What you eat on a daily basis fuels and feeds your cells. When most people think about nutrition for healthy bones, they think about milk and other dairy products.

Your bone cells need a constant supply of over 20 different nutrients each day, not just calcium and vitamin D. To acquire all of these nutrients you need a balanced diet.

We are inundated with fad diets that often restrict certain food groups. These diets might help you lose a few quick pounds, but they also might not be the best diet for our bones. Our bones need a balance of healthy fats, clean proteins, organic vegetables and fruits, non-GMO grains, nuts, and seeds. What our bones don’t need are processed foods with artificial ingredients, loaded with salt and sugar.

Because we all are biochemically different with individual nutrient needs, there is no one diet that “fits all.” However, I do think there are some general dietary principles that we can all follow to boost our bone strength.

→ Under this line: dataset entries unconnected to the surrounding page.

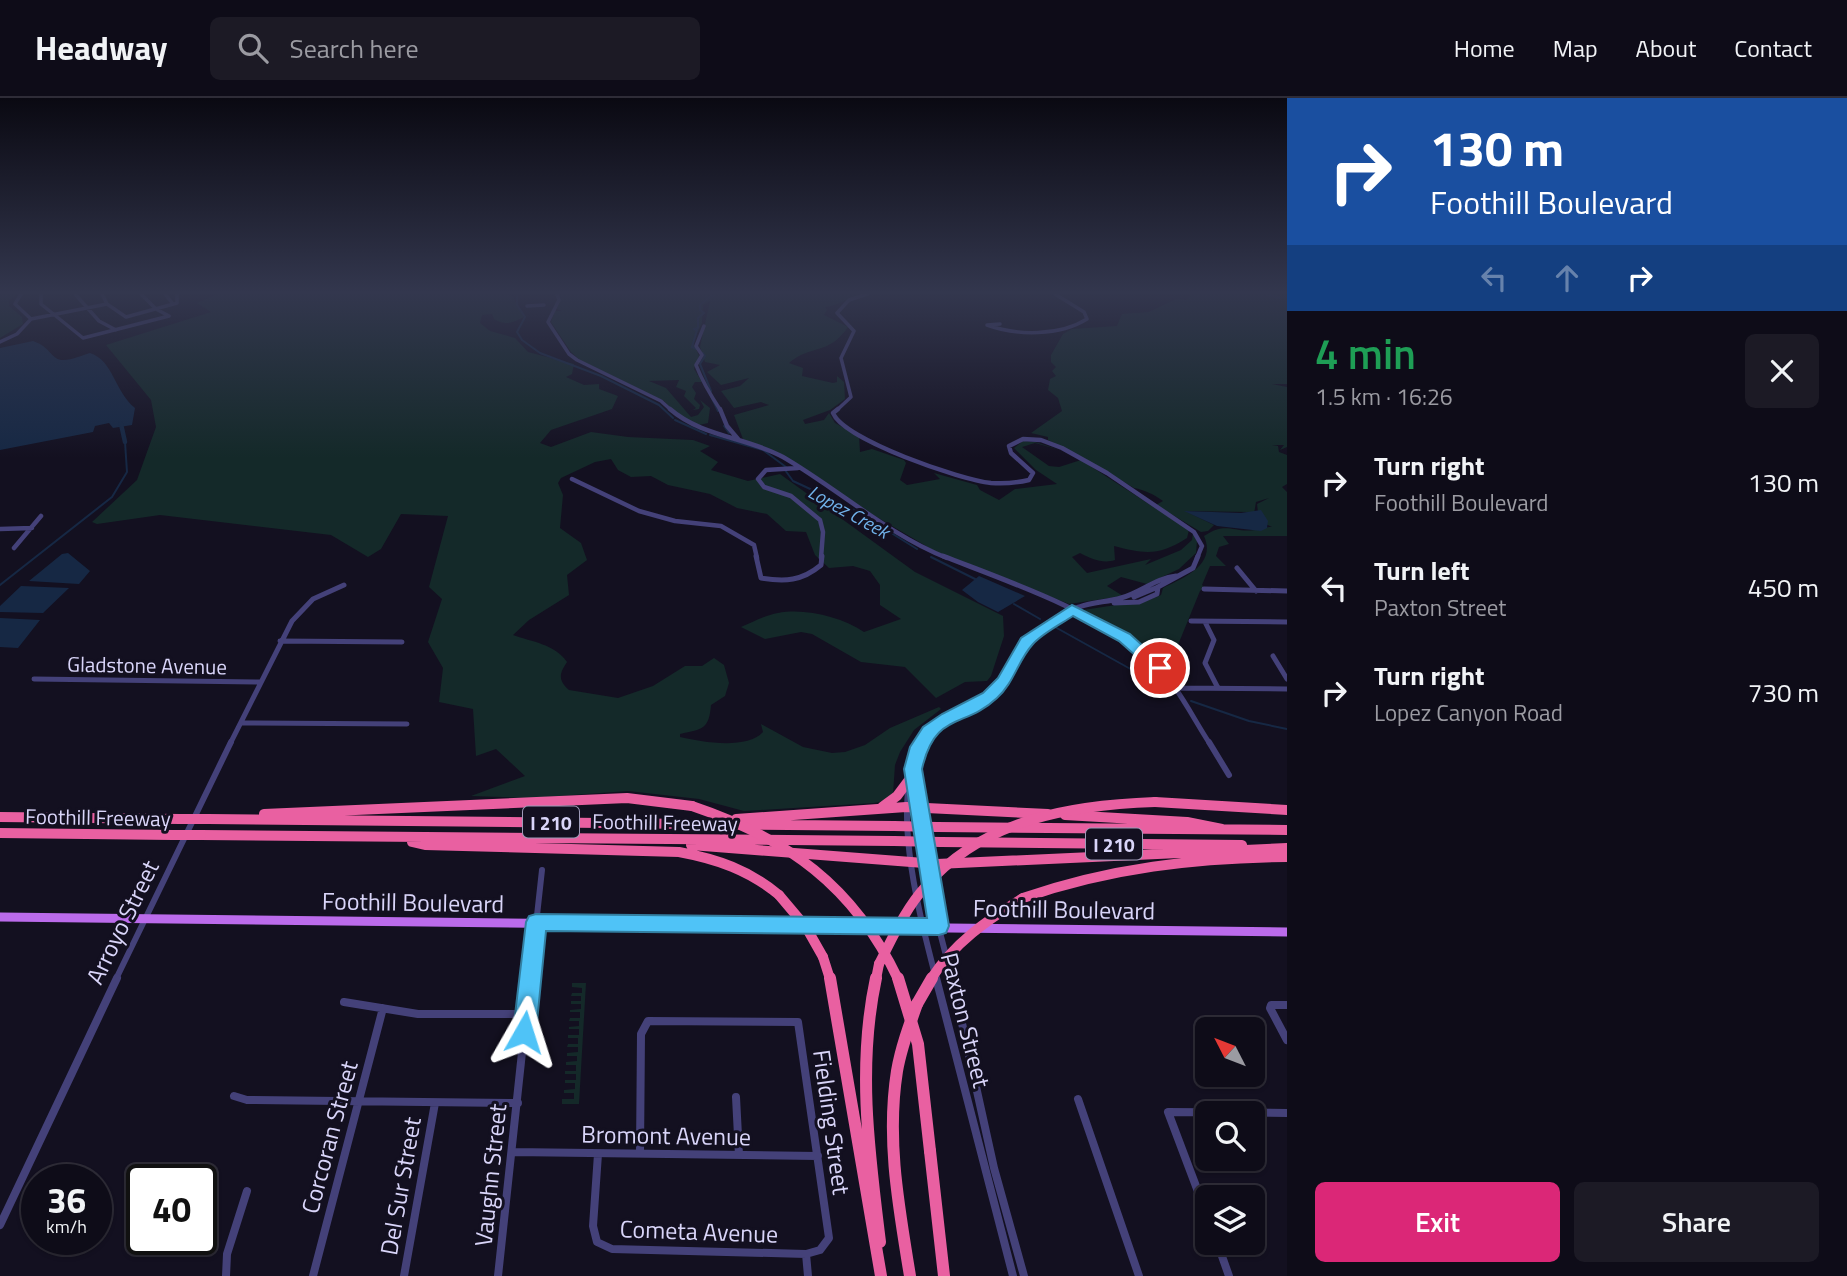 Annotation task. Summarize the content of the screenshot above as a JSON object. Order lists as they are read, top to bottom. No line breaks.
{"streets":{"highway":["Foothill Freeway","I 210"],"main road":["Foothill Boulevard"],"street":["Gladstone Avenue","Arroyo Street","Paxton Street","Fielding Street","Bromont Avenue","Corcoran Street","Vaughn Street","Del Sur Street","Cometa Avenue"]},"crossings":[["Gladstone Avenue","Arroyo Street"],["Foothill Boulevard","Arroyo Street"],["Foothill Boulevard","Paxton Street"],["Foothill Boulevard","Vaughn Street"],["Fielding Street","Bromont Avenue"],["Fielding Street","Cometa Avenue"],["Bromont Avenue","Vaughn Street"],["Bromont Avenue","Cometa Avenue"]],"water":["Lopez Creek"],"north":"top left","page":{"header":"Headway","search":"Search here","nav":["Home","Map","About","Contact"],"turn":["130 m","Foothill Boulevard"],"heading":["4 min","1.5 km · 16:26"],"list":[{"name":"Turn right","note":"Foothill Boulevard","value":"130 m"},{"name":"Turn left","note":"Paxton Street","value":"450 m"},{"name":"Turn right","note":"Lopez Canyon Road","value":"730 m"}],"speed":"36 km/h","limit":"40","buttons":["Exit","Share"]}} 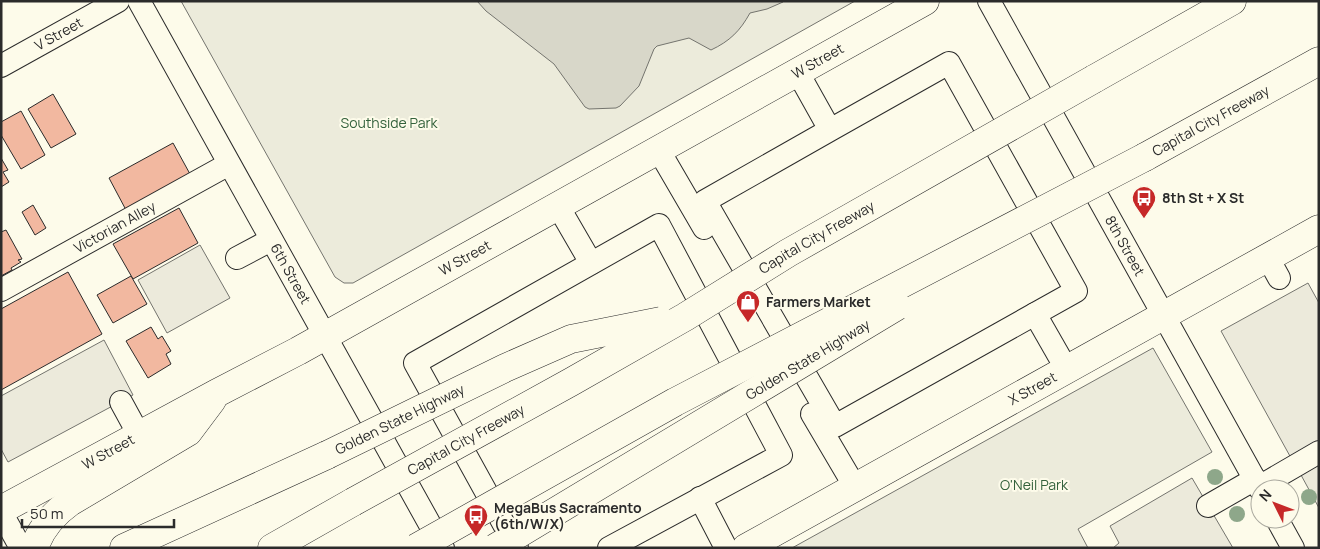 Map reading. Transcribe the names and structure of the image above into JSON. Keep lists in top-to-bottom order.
{
  "streets": {
    "main road": [
      "W Street",
      "Capital City Freeway",
      "Golden State Highway",
      "X Street"
    ],
    "street": [
      "V Street",
      "Victorian Alley",
      "8th Street",
      "6th Street"
    ]
  },
  "crossings": [
    ["W Street", "6th Street"],
    ["Capital City Freeway", "Golden State Highway"],
    ["Victorian Alley", "6th Street"],
    ["8th Street", "X Street"]
  ],
  "parks": ["Southside Park", "O'Neil Park"],
  "places": {
    "bus stop": ["8th St + X St", "MegaBus Sacramento (6th/W/X)"],
    "shop": ["Farmers Market"]
  },
  "scale_bar": "50 m",
  "north": "top left"
}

So what does a bone-healthy diet look like?

Clean Protein
For years it was suggested that eating a diet high in protein increased the risk of developing osteoporosis. This belief was based on the results of several early studies that indicated a high protein diet increased calcium excretion in the urine. The assumption was that the acid in the protein pulled calcium out of the bone was then excreted in the urine. However, more recent studies reveal that although eating protein increases calcium excretion in the urine, it also promotes calcium absorption in the intestines. The net result is it has no impact on our bones. However, the boost in calcium absorption can only occur if we are taking enough calcium in.

30% of our bone mass is made up of protein, primarily in the form of type 1 collagen. Even though our bodies make collagen, the amount we make decreases with age. One of the reasons why we get wrinkles. That’s why I am a firm believer in getting enough protein in our diets.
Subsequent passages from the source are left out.